Anthony Trollope, “The Prime Minister” (1876) – I read about one Trollope a year. He’s probably my favorite Victorian novelist. I like the (relative) frankness with which he deals with his society. This is the fifth of six novels in his Palliser series, all having to do with Plantagenet Palliser, fabulously wealthy aristocrat and politician troubled by conscience. There’s always a lot going on in a given Trollope novel, though, at least the big ones (this one is big) – some politics, some marriage biz, a crime or two. “The Prime Minister” is no exception, with two main plots. As the title would lead you to expect, Planty (can’t remember if anyone calls him that in the books, but I do) becomes Prime Minister, in this case, of a coalition government, trying to ride herd on both Liberals and Conservatives.

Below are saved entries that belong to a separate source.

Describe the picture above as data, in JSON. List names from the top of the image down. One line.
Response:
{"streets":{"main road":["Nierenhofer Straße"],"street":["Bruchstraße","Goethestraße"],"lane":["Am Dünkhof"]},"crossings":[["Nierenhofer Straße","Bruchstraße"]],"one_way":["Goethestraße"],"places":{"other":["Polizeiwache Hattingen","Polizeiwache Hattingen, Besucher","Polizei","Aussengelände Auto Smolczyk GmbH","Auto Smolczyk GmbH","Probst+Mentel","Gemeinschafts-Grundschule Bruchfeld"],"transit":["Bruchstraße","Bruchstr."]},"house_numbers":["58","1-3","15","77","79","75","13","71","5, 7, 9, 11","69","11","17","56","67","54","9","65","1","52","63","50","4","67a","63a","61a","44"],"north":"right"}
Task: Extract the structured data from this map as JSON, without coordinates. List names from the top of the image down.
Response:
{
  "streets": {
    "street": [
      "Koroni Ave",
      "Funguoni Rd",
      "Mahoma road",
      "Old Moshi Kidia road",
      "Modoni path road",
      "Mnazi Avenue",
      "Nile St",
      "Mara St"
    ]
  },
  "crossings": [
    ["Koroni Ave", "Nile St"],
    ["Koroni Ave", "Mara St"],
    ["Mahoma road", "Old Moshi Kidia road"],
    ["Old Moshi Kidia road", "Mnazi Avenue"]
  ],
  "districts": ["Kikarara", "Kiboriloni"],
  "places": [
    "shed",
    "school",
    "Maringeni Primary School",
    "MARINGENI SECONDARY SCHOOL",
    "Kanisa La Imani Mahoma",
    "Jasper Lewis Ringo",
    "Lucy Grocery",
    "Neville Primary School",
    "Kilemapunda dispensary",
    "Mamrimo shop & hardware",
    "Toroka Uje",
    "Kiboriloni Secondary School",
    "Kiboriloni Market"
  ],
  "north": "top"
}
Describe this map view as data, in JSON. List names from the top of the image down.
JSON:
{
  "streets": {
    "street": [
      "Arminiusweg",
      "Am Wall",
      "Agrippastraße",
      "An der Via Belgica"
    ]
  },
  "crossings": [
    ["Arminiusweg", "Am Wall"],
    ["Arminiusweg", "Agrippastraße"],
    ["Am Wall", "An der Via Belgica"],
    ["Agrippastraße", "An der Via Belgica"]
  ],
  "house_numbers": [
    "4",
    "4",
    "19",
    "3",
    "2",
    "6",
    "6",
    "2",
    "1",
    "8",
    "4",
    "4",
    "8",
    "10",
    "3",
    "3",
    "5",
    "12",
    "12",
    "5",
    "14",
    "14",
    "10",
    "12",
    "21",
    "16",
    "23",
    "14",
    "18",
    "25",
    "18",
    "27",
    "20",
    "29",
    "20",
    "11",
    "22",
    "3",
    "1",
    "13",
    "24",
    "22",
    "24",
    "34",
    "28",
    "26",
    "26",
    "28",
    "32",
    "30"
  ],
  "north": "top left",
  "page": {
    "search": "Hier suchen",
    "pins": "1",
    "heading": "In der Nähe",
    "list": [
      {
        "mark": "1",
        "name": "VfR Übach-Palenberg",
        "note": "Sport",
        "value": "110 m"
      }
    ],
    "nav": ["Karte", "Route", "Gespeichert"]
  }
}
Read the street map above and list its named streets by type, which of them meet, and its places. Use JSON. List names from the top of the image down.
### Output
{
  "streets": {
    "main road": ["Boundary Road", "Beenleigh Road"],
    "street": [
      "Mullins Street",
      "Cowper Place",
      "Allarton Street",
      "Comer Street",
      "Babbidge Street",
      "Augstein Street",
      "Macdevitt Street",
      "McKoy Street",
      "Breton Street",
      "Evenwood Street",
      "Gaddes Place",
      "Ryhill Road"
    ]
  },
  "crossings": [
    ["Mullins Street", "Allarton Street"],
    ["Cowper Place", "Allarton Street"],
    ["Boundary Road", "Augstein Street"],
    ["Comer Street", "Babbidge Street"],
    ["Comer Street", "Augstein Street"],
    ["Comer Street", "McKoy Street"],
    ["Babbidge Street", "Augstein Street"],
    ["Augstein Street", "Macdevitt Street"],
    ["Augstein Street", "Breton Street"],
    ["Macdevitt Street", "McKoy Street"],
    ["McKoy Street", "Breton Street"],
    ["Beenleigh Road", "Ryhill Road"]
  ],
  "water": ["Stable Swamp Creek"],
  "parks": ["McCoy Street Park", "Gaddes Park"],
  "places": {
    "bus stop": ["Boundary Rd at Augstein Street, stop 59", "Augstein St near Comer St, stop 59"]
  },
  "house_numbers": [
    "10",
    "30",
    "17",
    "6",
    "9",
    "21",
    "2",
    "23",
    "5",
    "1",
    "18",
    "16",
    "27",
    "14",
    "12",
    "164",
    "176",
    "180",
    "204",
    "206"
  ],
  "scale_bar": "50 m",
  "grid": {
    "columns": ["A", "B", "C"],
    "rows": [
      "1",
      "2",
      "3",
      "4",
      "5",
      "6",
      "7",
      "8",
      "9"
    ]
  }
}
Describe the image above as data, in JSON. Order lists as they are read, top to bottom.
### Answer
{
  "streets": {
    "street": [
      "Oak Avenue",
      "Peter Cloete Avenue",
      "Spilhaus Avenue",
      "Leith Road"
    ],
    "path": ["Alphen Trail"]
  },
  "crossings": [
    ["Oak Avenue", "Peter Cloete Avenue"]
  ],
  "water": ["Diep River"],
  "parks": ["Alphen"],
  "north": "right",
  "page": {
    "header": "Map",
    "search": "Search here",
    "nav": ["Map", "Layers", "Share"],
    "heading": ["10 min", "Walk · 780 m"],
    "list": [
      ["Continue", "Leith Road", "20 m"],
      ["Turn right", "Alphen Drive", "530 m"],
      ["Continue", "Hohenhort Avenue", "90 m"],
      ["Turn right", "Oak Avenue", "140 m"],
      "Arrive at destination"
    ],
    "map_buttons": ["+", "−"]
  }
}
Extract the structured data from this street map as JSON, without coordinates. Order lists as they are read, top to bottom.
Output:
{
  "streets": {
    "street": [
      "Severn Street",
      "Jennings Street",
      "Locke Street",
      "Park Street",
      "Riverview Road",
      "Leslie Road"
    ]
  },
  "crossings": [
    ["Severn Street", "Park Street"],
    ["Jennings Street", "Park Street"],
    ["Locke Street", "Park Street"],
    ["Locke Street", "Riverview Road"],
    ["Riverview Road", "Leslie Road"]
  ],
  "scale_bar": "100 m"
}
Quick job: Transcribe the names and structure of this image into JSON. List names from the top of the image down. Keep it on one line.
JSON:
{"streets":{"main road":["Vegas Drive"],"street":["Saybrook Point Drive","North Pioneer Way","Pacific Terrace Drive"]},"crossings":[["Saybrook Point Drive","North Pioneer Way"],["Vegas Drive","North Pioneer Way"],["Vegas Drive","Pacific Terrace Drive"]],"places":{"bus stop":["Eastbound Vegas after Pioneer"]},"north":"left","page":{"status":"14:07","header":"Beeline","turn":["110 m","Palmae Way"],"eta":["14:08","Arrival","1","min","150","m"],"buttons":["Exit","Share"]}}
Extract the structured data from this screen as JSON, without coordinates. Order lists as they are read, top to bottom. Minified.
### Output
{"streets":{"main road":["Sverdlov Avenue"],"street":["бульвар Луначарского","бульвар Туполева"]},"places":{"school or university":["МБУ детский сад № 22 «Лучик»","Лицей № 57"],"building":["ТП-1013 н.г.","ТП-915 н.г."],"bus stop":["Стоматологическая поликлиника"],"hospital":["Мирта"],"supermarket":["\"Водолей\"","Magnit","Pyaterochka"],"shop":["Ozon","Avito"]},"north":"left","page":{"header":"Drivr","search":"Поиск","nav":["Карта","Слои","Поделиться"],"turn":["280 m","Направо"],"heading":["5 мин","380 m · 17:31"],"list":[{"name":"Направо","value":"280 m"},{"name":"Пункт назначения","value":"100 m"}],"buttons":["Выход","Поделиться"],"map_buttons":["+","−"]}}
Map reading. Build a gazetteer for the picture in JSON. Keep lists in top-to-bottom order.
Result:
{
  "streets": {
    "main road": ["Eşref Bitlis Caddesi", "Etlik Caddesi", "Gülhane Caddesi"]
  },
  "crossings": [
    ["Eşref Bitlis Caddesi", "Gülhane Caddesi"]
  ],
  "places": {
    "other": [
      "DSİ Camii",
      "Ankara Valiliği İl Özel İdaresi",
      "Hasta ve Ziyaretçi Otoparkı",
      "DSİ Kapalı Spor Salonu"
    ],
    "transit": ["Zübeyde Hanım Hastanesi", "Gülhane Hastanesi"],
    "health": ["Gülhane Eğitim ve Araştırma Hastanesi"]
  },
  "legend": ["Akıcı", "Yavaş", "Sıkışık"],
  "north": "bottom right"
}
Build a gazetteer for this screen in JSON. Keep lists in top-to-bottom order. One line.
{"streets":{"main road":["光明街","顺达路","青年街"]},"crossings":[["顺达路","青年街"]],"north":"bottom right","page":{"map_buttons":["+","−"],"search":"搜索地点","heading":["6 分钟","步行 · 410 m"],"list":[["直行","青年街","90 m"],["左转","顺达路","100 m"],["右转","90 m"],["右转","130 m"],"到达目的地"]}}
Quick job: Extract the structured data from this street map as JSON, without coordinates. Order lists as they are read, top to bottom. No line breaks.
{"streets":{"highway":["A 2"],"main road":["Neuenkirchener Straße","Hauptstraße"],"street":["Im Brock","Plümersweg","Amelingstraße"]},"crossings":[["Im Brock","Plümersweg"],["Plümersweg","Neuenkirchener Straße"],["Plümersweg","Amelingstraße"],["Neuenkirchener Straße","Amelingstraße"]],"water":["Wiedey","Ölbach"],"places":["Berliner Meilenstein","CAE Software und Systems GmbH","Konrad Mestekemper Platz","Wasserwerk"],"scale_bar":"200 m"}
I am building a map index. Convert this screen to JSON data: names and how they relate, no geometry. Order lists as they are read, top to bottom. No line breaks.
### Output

He’s a bit of a drag, possessed by notions of duty and a simple desire to be useful- all of his fabulous wealth and power means nothing to him, you see. It’s up to his wife, the Lady Glencora, to play the social game that could make the whole thing work. She overdoes it; he underdoes it; it doesn’t work well.
Then there’s the plot involving Emily Wharton and who she should and shouldn’t marry. She’s the daughter of a rich solicitor from a respectable family, who’s in love with Ferdinand Lopez, a financier in the City. Her dad doesn’t like it, because Lopez is foreign (Portuguese!), possibly a Jew (not a lot of Portuguese Jews, in Portugal anyway, circa 1876 but ok) (also he converted), and his parents weren’t gentle-folk. Various people prevail on Daddy Wharton to see past his prejudices and so they get married. But it turns out the old man was right! Lopez is a scoundrel. He seems nice enough for the first third of the book. But he reveals himself, once he marries Emily, as something worse than crooked (which he also is): he’s pushy. He talks about money in indelicate ways, even with ladies and Dukes! He gets his, in the end, and Emily marries a nice English gentleman.
Those of you who know me know I don’t apply a political or moral litmus test to what I read. I don’t really think Trollope was a ravening anti-semite: I think he was a Little Englander. To my mind, a Little Englander is someone who prefers English flaws to foreign virtues, on the idea that God or nature or whatever has made England and the English such that they can only really be happy and settled with each other. This doesn’t answer why they then sail around the world bothering other people so much, but no one ever said English bigots were consistent. That said, I think if there’s any type of novel to judge on a moral basis, it’s the Victorian triple-decker, and I do think this one’s a little bullshit. Among other things, the smugness — that the crusty old Englishman’s bigotries always wind up correct, even when (especially when?) he hasn’t got any good reason for them — turns the whole thing into a protracted sadistic morality play, watching Lopez descend further and further into cringeworthy servility and lying, the opposite of Trollope’s bluff, independent, somewhat stupid English gentleman, the height of creation.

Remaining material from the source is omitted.